▸ **Task description**
The answer must consist of every line in the records below that contains the string "align".

Collection entries
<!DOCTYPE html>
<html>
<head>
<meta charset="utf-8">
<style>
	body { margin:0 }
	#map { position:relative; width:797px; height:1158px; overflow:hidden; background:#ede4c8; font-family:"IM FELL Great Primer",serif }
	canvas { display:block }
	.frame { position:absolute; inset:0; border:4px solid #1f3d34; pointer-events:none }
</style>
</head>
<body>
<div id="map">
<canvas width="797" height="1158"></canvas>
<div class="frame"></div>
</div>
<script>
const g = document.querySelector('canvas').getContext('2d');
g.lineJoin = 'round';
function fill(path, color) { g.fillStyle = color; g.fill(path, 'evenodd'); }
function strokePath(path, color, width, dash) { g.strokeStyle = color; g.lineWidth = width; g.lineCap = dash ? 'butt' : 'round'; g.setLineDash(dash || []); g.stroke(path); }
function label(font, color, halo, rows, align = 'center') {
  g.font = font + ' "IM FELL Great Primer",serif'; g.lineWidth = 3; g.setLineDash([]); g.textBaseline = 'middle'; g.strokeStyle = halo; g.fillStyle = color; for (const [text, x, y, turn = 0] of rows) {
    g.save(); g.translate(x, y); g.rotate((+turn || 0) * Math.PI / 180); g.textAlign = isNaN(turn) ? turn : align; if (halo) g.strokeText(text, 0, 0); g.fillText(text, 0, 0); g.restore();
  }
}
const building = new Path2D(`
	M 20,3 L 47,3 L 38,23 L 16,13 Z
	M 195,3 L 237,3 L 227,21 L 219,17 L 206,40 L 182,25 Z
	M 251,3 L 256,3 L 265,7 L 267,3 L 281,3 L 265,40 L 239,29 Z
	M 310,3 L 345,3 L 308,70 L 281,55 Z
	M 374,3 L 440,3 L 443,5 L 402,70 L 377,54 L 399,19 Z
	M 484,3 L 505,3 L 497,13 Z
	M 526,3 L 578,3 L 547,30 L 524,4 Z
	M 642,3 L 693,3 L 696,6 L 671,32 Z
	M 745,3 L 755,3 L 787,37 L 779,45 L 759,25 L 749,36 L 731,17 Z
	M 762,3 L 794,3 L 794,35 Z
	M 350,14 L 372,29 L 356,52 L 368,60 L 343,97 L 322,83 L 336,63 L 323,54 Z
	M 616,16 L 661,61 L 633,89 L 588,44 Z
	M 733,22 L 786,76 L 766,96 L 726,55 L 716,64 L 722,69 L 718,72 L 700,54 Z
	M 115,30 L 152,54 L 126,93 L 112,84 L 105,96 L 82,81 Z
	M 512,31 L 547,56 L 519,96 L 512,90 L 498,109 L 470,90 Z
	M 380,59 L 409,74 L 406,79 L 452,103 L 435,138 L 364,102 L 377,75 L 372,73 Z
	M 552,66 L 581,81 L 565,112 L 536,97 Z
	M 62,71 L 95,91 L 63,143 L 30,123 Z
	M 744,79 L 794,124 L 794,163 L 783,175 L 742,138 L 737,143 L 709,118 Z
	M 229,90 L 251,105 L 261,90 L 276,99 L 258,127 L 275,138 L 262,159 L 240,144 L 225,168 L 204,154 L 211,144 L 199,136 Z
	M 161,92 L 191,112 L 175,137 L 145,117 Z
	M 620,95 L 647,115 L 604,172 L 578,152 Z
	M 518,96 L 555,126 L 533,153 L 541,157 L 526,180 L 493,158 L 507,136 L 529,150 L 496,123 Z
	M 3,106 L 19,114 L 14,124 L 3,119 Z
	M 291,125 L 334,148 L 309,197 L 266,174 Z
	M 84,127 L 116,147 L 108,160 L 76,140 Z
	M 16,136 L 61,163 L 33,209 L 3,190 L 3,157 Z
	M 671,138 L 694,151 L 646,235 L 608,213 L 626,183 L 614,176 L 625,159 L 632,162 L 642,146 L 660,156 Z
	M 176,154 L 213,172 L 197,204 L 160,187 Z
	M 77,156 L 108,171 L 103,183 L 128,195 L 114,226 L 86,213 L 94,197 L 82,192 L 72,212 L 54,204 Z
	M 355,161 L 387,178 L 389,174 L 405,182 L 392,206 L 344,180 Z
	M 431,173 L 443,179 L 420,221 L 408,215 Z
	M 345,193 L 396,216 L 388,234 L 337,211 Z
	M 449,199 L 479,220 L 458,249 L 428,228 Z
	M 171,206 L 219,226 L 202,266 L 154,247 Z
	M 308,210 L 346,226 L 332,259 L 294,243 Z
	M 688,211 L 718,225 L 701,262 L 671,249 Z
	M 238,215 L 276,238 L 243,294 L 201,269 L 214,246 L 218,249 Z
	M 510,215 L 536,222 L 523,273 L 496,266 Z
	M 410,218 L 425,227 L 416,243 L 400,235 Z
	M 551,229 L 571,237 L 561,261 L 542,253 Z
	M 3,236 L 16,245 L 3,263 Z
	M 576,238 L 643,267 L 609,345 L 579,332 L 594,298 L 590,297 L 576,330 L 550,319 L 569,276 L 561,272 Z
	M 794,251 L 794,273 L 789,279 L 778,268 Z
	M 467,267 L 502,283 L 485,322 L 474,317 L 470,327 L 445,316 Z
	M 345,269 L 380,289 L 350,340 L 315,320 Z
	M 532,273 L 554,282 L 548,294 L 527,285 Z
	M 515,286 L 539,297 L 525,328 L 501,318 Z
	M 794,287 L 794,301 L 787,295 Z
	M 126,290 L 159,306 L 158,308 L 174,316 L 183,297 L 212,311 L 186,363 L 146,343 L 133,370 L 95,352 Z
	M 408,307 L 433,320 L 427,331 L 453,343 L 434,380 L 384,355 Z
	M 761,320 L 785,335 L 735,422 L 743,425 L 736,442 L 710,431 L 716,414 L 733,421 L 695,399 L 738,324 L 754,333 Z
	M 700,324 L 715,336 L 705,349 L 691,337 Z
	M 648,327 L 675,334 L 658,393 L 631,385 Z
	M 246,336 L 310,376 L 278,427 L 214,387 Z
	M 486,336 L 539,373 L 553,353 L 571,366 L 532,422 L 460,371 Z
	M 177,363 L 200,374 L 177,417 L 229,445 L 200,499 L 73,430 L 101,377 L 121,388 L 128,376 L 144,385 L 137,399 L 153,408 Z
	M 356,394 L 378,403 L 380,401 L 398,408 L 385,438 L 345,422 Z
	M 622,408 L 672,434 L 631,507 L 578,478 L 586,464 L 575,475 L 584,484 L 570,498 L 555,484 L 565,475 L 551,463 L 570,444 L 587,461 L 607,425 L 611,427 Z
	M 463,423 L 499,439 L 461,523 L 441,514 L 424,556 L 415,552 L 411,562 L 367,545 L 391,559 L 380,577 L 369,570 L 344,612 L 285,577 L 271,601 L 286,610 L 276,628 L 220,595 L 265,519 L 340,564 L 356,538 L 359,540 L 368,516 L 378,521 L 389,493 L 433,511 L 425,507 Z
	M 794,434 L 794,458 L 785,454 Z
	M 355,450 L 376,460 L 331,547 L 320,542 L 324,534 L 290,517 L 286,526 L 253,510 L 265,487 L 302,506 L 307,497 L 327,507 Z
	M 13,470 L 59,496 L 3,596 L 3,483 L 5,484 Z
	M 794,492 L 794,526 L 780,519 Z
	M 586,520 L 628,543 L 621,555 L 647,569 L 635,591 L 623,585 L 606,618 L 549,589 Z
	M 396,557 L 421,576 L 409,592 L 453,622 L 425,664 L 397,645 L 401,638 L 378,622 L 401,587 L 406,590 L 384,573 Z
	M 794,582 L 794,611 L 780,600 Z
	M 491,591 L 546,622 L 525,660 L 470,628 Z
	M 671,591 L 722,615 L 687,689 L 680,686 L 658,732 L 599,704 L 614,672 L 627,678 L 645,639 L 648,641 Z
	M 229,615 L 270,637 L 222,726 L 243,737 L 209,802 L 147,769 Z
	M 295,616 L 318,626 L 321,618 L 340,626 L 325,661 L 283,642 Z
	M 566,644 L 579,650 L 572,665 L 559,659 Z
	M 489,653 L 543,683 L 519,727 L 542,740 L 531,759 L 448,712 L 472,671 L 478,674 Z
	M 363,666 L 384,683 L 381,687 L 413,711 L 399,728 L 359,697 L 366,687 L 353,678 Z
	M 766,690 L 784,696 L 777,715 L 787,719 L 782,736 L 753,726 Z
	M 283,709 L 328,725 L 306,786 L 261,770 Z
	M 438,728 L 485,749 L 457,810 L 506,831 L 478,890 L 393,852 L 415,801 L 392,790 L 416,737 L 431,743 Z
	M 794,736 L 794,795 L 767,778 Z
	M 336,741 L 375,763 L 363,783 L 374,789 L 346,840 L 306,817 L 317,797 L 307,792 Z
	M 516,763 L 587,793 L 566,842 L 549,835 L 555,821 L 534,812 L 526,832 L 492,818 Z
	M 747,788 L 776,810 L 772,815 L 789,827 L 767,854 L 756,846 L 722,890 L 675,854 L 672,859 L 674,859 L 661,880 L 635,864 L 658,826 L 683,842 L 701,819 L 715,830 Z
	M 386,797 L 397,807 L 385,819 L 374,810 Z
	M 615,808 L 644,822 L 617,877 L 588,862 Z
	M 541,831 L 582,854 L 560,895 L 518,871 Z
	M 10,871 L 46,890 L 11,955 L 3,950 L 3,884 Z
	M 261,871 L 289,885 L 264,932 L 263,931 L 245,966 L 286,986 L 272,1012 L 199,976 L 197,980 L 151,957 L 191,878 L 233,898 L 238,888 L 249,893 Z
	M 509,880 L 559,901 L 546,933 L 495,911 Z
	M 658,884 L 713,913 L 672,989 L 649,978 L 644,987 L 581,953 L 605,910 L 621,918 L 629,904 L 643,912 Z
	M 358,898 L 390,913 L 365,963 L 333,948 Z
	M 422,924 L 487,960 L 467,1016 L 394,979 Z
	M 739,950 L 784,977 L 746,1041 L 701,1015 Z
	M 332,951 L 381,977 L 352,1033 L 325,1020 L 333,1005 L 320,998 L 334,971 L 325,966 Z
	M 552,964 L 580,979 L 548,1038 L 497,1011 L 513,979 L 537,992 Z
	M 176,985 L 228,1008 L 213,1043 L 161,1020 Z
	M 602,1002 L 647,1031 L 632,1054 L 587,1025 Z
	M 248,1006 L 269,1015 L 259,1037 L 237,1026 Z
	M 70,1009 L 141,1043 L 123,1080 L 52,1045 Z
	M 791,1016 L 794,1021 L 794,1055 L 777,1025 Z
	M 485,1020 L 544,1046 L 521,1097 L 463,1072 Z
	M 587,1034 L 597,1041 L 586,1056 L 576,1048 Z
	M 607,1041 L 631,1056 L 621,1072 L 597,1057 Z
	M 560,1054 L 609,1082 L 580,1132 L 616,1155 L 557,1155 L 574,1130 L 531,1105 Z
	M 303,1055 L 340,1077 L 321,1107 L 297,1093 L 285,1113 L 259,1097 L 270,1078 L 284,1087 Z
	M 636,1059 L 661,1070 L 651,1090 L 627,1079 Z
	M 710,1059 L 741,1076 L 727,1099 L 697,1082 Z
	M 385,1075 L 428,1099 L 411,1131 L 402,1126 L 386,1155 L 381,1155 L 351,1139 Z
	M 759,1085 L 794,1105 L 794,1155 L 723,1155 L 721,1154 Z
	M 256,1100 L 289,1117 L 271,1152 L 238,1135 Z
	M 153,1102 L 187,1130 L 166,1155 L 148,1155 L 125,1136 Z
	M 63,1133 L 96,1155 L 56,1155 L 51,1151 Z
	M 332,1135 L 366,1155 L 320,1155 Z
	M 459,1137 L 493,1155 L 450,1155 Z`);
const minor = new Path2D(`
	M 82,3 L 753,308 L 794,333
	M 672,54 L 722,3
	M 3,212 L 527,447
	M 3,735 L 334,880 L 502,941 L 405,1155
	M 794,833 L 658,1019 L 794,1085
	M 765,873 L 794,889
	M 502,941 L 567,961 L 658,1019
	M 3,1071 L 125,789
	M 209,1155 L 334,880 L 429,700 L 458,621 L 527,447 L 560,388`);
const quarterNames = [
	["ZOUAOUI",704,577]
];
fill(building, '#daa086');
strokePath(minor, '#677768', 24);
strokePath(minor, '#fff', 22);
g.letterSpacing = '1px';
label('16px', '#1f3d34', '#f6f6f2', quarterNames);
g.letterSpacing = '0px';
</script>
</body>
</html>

▸ **Reply**
function label(font, color, halo, rows, align = 'center') {
    g.save(); g.translate(x, y); g.rotate((+turn || 0) * Math.PI / 180); g.textAlign = isNaN(turn) ? turn : align; if (halo) g.strokeText(text, 0, 0); g.fillText(text, 0, 0); g.restore();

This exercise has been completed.